## EXERCISE REQUIREMENTS
In the listing below, which lines contain the string "Keep"? Copy them all.

## RECORDS TO PROCESS
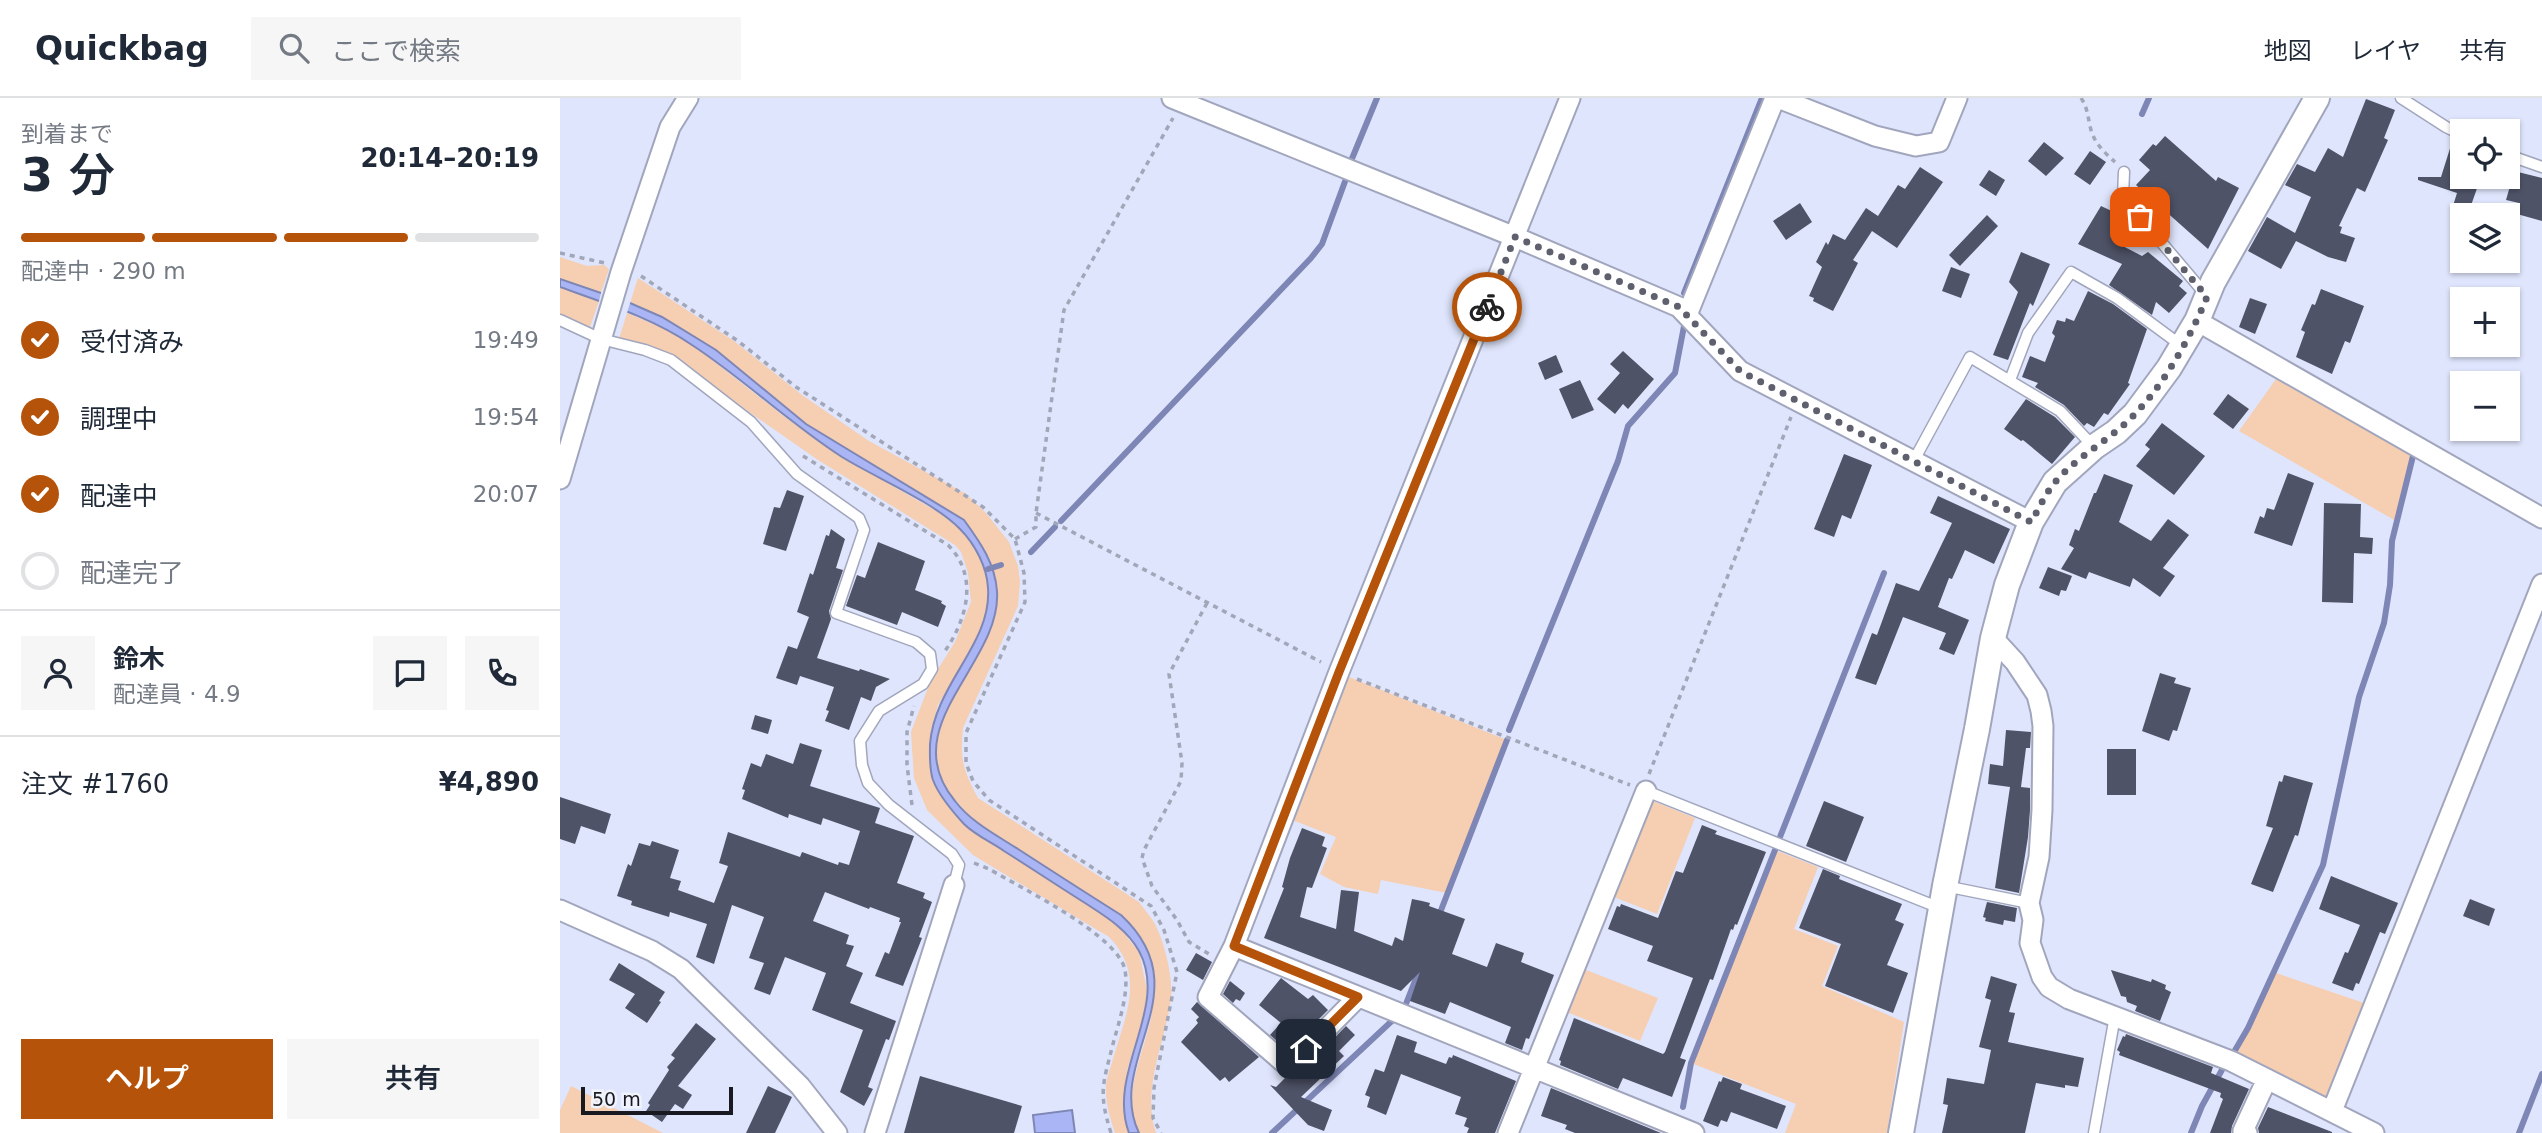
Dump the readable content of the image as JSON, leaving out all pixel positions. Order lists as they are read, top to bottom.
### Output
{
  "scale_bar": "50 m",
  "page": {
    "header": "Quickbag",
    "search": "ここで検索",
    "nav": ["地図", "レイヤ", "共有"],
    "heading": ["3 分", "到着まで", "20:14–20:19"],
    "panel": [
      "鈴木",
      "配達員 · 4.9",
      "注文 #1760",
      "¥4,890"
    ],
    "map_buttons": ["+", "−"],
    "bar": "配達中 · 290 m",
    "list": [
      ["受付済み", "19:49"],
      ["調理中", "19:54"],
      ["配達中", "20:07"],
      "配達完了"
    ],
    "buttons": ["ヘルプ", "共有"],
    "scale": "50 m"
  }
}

==

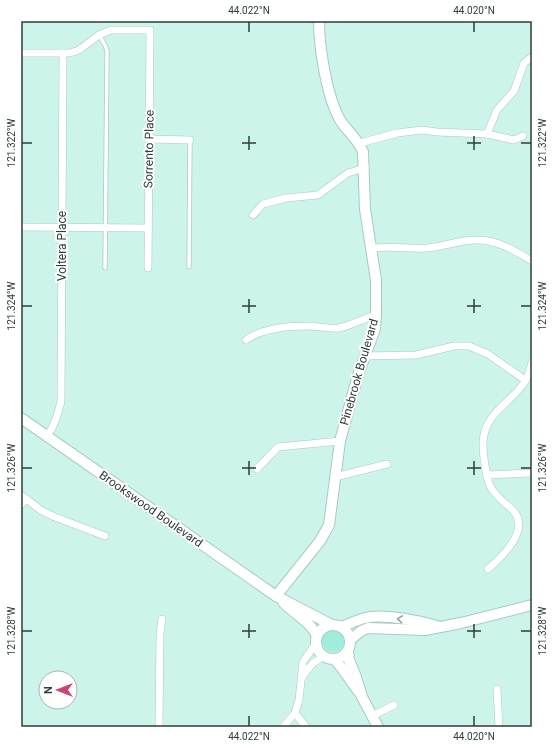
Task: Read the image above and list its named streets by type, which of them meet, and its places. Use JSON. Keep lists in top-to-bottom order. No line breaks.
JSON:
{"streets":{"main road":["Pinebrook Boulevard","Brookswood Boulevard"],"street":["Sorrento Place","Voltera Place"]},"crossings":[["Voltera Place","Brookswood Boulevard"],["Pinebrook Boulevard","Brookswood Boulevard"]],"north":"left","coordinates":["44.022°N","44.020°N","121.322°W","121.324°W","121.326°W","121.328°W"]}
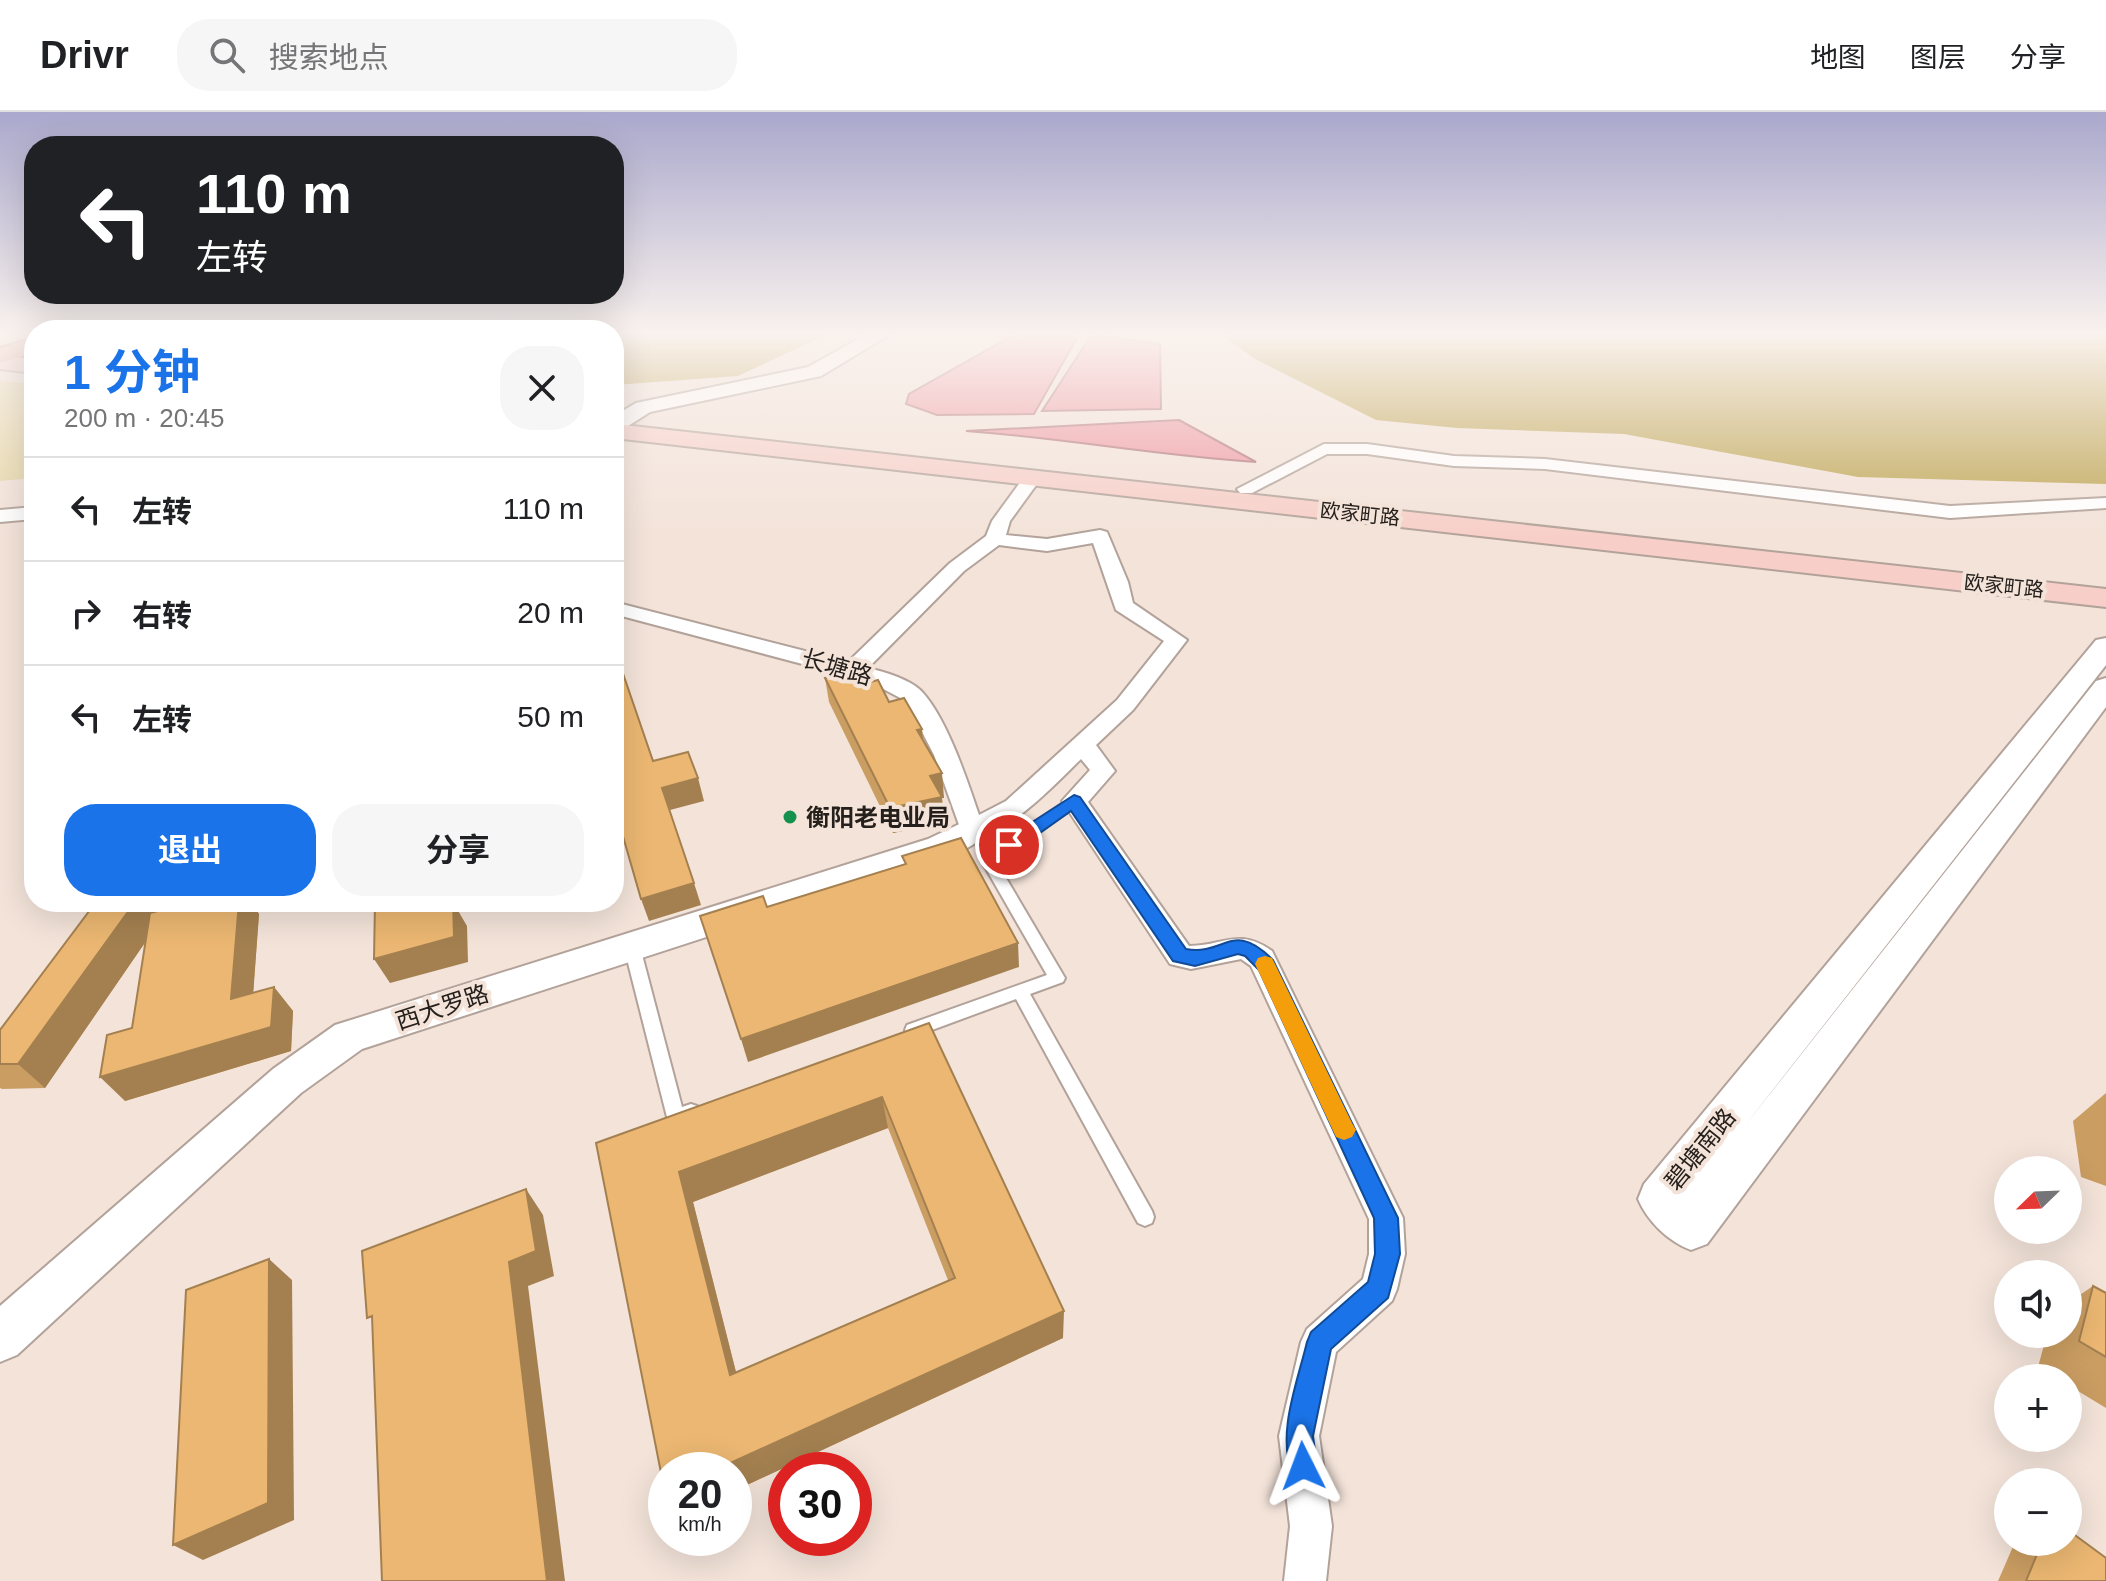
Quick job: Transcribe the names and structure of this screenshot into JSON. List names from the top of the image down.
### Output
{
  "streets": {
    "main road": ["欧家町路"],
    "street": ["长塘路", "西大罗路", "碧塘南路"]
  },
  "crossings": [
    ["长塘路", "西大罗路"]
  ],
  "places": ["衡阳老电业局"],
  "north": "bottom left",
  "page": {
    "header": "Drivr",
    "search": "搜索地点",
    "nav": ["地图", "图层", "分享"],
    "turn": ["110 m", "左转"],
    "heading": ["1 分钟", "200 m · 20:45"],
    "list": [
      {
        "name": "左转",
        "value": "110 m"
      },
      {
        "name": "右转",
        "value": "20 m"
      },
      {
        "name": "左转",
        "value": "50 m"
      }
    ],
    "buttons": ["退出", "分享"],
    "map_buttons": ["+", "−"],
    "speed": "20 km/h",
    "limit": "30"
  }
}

--

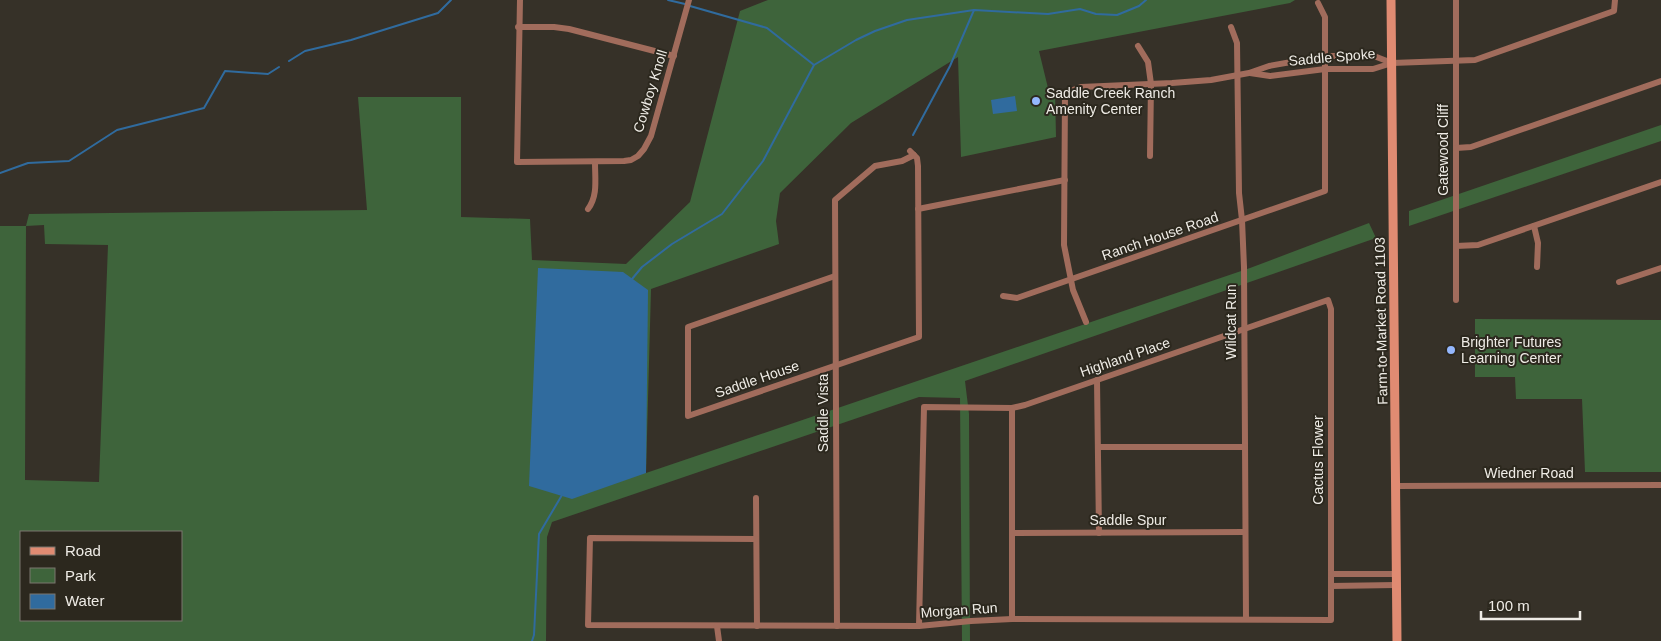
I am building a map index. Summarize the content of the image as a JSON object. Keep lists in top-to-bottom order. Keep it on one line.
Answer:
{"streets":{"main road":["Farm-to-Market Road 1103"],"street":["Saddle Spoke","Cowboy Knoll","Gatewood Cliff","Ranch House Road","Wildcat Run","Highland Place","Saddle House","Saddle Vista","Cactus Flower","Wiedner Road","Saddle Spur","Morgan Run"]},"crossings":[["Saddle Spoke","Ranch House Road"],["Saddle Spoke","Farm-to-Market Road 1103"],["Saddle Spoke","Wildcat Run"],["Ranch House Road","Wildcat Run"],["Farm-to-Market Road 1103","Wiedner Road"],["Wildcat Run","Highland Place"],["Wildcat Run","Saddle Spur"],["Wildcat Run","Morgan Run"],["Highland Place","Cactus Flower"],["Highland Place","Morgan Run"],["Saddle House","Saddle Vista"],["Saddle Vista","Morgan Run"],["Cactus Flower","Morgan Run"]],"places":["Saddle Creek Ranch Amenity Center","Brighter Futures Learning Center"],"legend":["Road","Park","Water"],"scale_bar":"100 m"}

## TASK OUTPUT
Task: Read the image above and list its named streets by type, which of them meet, and its places. Use JSON. Keep lists in top-to-bottom order. No line breaks.
I am building a map index. Summarize the content of the image as a JSON object. Keep lists in top-to-bottom order. Keep it on one line.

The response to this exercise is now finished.